As motivated earlier, the input to our workflow is a collection of candidate materials possessing nonpolar-polar structure pairs. There are several methods that can be used to create candidate nonpolar-polar structure pairs. For example, one can apply a polar distortion to an existing nonpolar structure or create a hypothetical nonpolar reference structure for an existing polar structure. In this work, to classify a material as a ferroelectric candidate, we require both nonpolar and polar structures to be present in the database. As shown below, even this direct approach provides new candidate materials, previously overlooked as ferroelectrics. Future studies may choose to relax this requirement to identify a greater number of promising materials.

To search for compatible nonpolar-polar structure pairs in the Materials Project dataset, we first select compounds possessing nonpolar and polar structures with space groups which are related by a group-subgroup relation. Note that in principle the same compound may display more than one ferroelectric structural transition, and therefore have more than one nonpolar-polar symmetry pair. For each of these pairs, we require that the number of sites in the nonpolar structure is less than or equal to the number of sites in the polar structure. We perform this initial query using pymatgen, spglib, and the Materials Project API^37,53–55. We provide the number of nonpolar-polar structures pairs resulting from this query in the top box of Table 1.

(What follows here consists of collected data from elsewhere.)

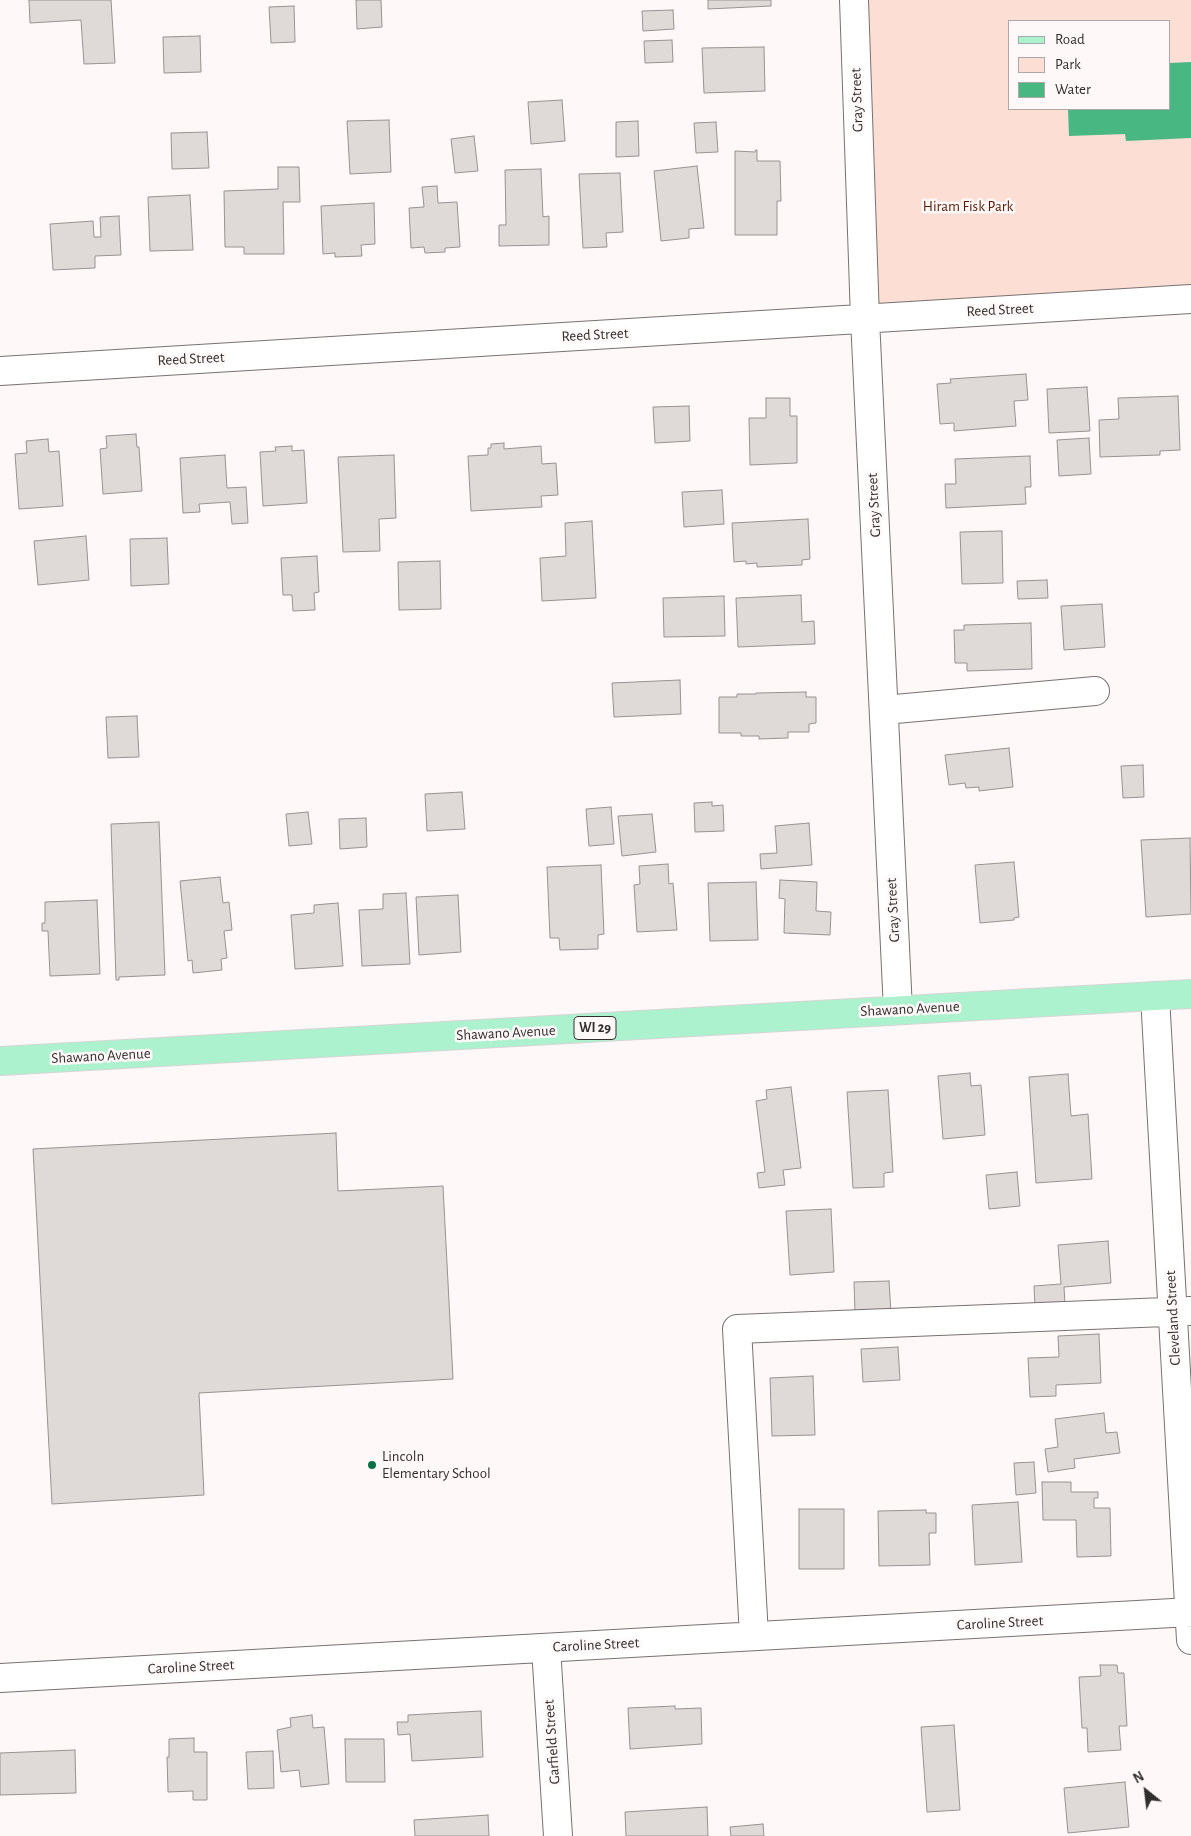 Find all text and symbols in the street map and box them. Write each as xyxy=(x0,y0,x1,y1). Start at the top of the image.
legend xyxy=(1008,20,1171,110)
text: Road xyxy=(1055,32,1085,47)
text: Park xyxy=(1055,57,1081,72)
street label: Gray Street xyxy=(847,68,867,132)
text: Water xyxy=(1055,82,1091,97)
park label: Hiram Fisk Park xyxy=(923,197,1013,215)
street label: Reed Street xyxy=(966,299,1034,321)
street label: Reed Street xyxy=(561,324,629,346)
street label: Reed Street xyxy=(157,348,225,370)
street label: Gray Street xyxy=(863,472,885,538)
street label: Gray Street xyxy=(882,877,904,943)
street label: Shawano Avenue xyxy=(860,997,960,1021)
road number: WI 29 xyxy=(574,1016,616,1040)
street label: Shawano Avenue xyxy=(456,1021,556,1045)
street label: Shawano Avenue xyxy=(51,1044,151,1068)
street label: Cleveland Street xyxy=(1162,1270,1184,1366)
place label: Lincoln Elementary School xyxy=(382,1447,491,1482)
marker: Lincoln Elementary School xyxy=(366,1459,378,1471)
street label: Caroline Street xyxy=(956,1612,1044,1634)
street label: Caroline Street xyxy=(552,1634,640,1656)
street label: Caroline Street xyxy=(147,1656,235,1678)
street label: Garfield Street xyxy=(540,1699,564,1785)
north arrow xyxy=(1121,1766,1171,1816)
text: N xyxy=(1131,1769,1146,1786)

At the time of this search, the Materials Project database had approximately 67,000 structures, approximately 15,000 of which are polar. We find approximately 17,000 nonpolar-polar structure pairs related via group-subgroup space group relations. This number is large, in part, because the same polar structure may be paired with multiple possible nonpolar reference structures, and vice versa. This number is also large because the requirement that the polar structure is in a subgroup of the nonpolar space group is a much weaker requirement than the polar structure belongs to an isotropy subgroup of the nonpolar structure–which we check later in the workflow. These roughly 17,000 pairs contain approximately 1,600 of the approximately 10,000 distinct polar compositions in the Materials Project database. The remaining polar compositions in the Materials Project do not have symmetry compatible nonpolar structures within the same composition present in the database. We note that it is possible to propose hypothetical nonpolar reference structures for polar candidates using group theoretic methods or by relaxing the symmetry tolerance between nonpolar-polar distortions^7–9,16; this is left for future work.

Naming conventions

We adopt the pymatgen alphabetical_formula method for the Composition class (with spaces and 1 s removed) to output consistent formulas for our candidates. We note that this method orders elements in such a way that does not match conventions in the literature. For example, we use O₃ PbTi where the standard in the literature is PbTiO₃. Compositions printed by pymatgen also differ from those used in mineralogy, such as for boracite, lawsonite and many other minerals in our dataset. In our datafiles, we also provide formula name output using the pymatgen reduced_formula method for the Composition class, which sorts elements by electronegativity.

Symmetry analysis

The automated nature of our ferroelectric search relies on strict symmetry criteria. As described in the Structure Selection section, we pre-screen our candidate nonpolar-polar structure pairs using the symmetry tools in pymatgen and spglib to ensure that these pairs satisfy preliminary group-subgroup relationships. We then use the Structure Relations symmetry tool provided by the Bilbao Crystallographic Server (BCS)^56–58 to impose the symmetry criteria described in the Workflow Overview, namely, to obtain a transformation matrix connecting the lattice parameters and atomic coordinates of the structure pair^59,60. The BCS has a freely available web interface for accessing a wide variety of symmetry tools. We create python scripts to automate interaction with and scrape returned data from the BCS to perform our symmetry checks using the python package mechanize⁶¹. The Structure Relations tool checks the following:

1.1 The group-subgroup index relations are compatible. The index of a group-subgroup relation indicates the number of ferroelectric domains (distinct polar variants) that arise from the symmetry breaking of the high-symmetry structure.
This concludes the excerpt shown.